After this, I went deeper into namespaces and studied the nsproxy
structure and it’s interaction with
the system calls. My prior experience with Linux Kernel helped me understand the source code with less
frustration. Exploring cgroups
was the most difficult one and it was very frustrating to understand the
architecture and the multiple lists used by cgroups subsystem to connect the controllers, cgroup and
tasks.
Once this was done, the remaining process was easier. To start working on my implementation, I started with the good blogs by Hechao Li. For confusing topics and blockers I had to refer to lxc and runc implementations.
Interesting stuff
Prior to this undertaking, I was aware of the theory of containers, but implementing taught me a lot of
new things. I spent much time debugging and understanding the effect of namespace isolation on the child process, parent process
and synchronization between them. Making pivot_root
work was another huge task to understand and do it
correctly.
Parent and child synchronization
When you clone a process with flags like CLONE_NEWNS
, CLONE_NEWIPC
, CLONE_NEWNET
and separation
of Virtual Memory and Filesystem, you are left with few choices of process synchronizations.
What didn’t work :
-
IPC mechanisms like
semaphores
,message queues
andshared memory
do not work due to IPC isolation and no common memory between the child and parent (due to absence ofCLONE_VM
flag). -
UNIX sockets could not be used since the file system was also isolated. To make this work, there needed To be a common area of FS where the socket would have to be created, leading to complex solutions. Similarly, isolation of network namespace using
CLONE_NEWNET
makes it difficult to use TCP or other sockets.
What worked :
pipe
(verified it myself) andeventfd
(not verified) are two ways that would work. I usedpipe
to synchronize the parent and the child process.
Why was synchronization needed ?
I was using CLONE_NEWUSER
flag which creates a user namespace, so the child process has different user
ID in the new namespace. To add on the difficulty, there needs to be a mapping between the host namespace /
parent namespace and the container namespace for programs to make changes to the system.
If the UID 0
of the container is mapped as UID 1000
or any other non-zero value on the host, then it
would not be able to make privileged changes on the host system. But if we map the UID 0
of the container
to the UID 0
of the host, the container is allowed to run privileged instructions, except a few.

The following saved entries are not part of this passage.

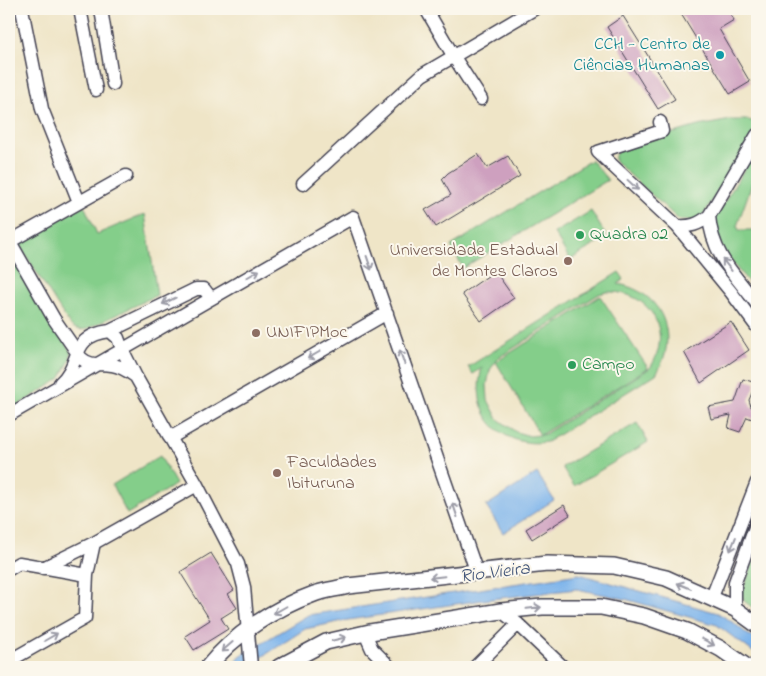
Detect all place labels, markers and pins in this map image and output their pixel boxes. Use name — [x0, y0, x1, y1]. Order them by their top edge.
place label: CCH - Centro de Ciências Humanas — [573, 32, 711, 79]
marker: CCH - Centro de Ciências Humanas — [714, 49, 726, 61]
place label: Quadra 02 — [590, 222, 668, 248]
marker: Quadra 02 — [574, 229, 586, 241]
place label: Universidade Estadual de Montes Claros — [390, 238, 558, 285]
marker: Universidade Estadual de Montes Claros — [562, 255, 574, 267]
place label: UNIFIPMoc — [266, 320, 347, 346]
marker: UNIFIPMoc — [250, 327, 262, 339]
place label: Campo — [582, 352, 635, 378]
marker: Campo — [566, 359, 578, 371]
place label: Faculdades Ibituruna — [286, 450, 377, 497]
marker: Faculdades Ibituruna — [271, 467, 283, 479]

This is how
--privileged
option works in Docker.
So this has to be done by the parent process after
the child is cloned. So the child must wait
for the
parent to setup the mappings in /proc/child_pid/uid_map
and corresponding gid_map
files before it can
exec the command provided by the user.
Cgroups
To deal with cgroup limits, I had two options:
-
After cloning the child, move the process to the cgroup by writing the child PID to
cgroup.procs
file. This is not the recommended method if we need to create a new process. -
The other method was to use
CLONE_INTO_CGROUP
flag forclone3
, which required the support ofclone3
syscall in the Kernel. This made it easy to set cgroup limits and let the child be created directly into the cgroup.
Mount and pivot_root
One of the tough task was to understand and do pivot_root
correctly. This was made complex by the task
to mount procfs
in the child namespace. After much experiment, I managed to do it correctly. I have
documented in the Setting up the file-system
in my notes.
Network connection with the host
The last part that I wanted to implement was a veth connection between the host network namespace as veth0
and the container as veth1
. I failed here, due to my lack of experience with netlink
and rtnetlink
in
particular. I tried using both the raw netlink socket
and the libnl
library, but I faced issues that I
could not debug. I have added it my TODO
list, which I would pickup once I get enough experience with netlink.
My notes
My notes are available here.
Thank you for reading the blog ❤️. I hope my work helped you!